Breaking Out of Incrementalism

The Challenge

When I first joined Dropbox, I inherited a small team of three ICs working on Onboarding. They were in the middle of a transition—from acting as a service arm to PM partners toward becoming embedded in squads. The problem was that they weren’t able to get ahead of the work.

Instead of shaping strategy, they were shipping small optimizations: moving a button here, tweaking a flow there, A/B testing everything. The work was revenue-generating, but the quality and impact of solutions were starting to degrade. Watching this pattern, I realized we were heading in the wrong direction.

My Role

As Design Director, it was my responsibility to make sure the solutions were not only good but impactful. I also needed to motivate the team by giving them meaningful problems to solve—not just incremental tasks handed down from PMs.

Resetting the Strategy

I started by analyzing the reality of the situation: why were we stuck in small optimizations?

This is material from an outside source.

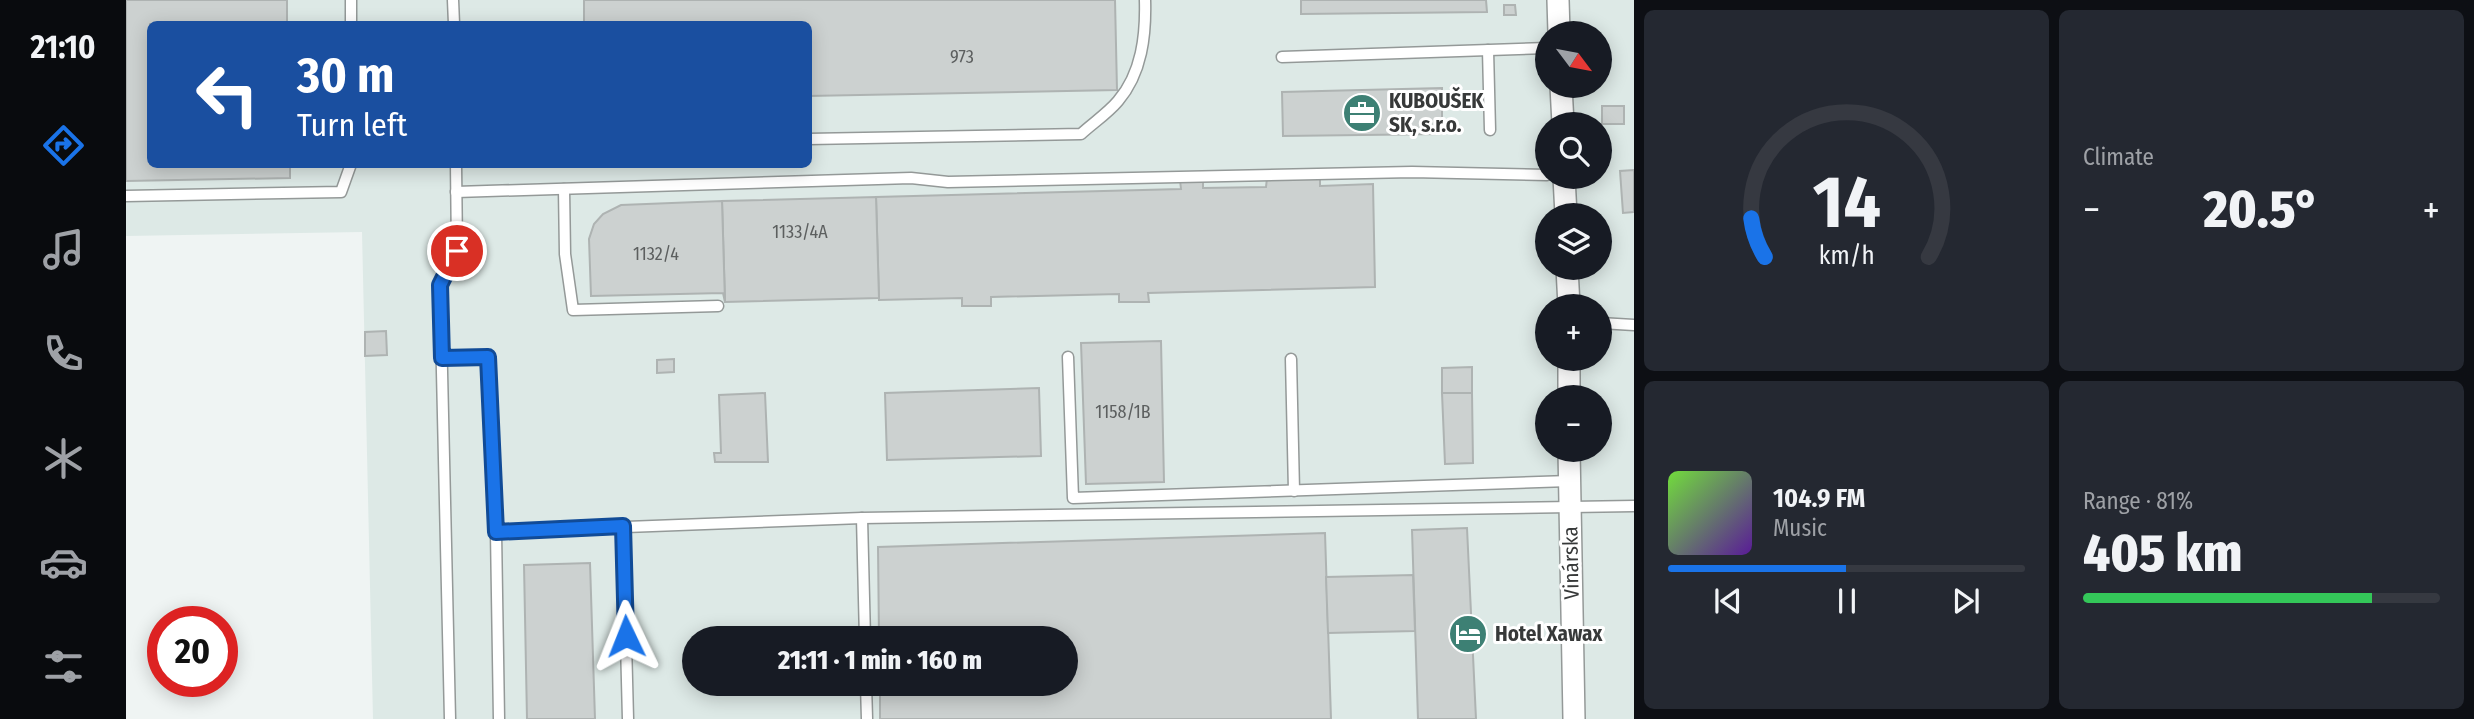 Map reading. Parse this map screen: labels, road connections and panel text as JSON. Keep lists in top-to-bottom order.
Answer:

My conclusion was that the team lacked a clear process to shape bigger opportunities.

So I drafted a strategy framework:
1. Draft → Identify opportunities and outline hypotheses.
2. Align → Partner with PMs and stakeholders to ensure we were chasing the right goals.
3. Iterate and Refine → Explore multiple design directions, not just one.
4. Validate → Run concept testing with users to confirm value early.
5. Execute → Deliver solutions with confidence that they mattered.

I socialized this approach with PM partners, showing them how a more strategic design process could still serve business needs while unlocking bigger opportunities.

The Results

The shift was significant. By validating ideas earlier and aligning on impact, we moved away from low-leverage optimizations toward more meaningful improvements in onboarding.

Designers felt more motivated because they were working on problems that mattered. PMs became more engaged partners, excited to test concepts and understand user value rather than just running button-placement experiments.

In short, we traded “moving buttons” for solving real onboarding challenges—and design’s impact grew noticeably.

“Small optimizations keep you busy. Validating value makes you impactful.”

Key Lessons

  1. Incremental work is a signal—it shows when process is broken.
  2. A clear framework creates space for bigger, more strategic solutions.
  3. Concept testing turns vague opportunities into validated problems.
  4. Aligning with PMs is critical to shifting from service work to strategic partnership.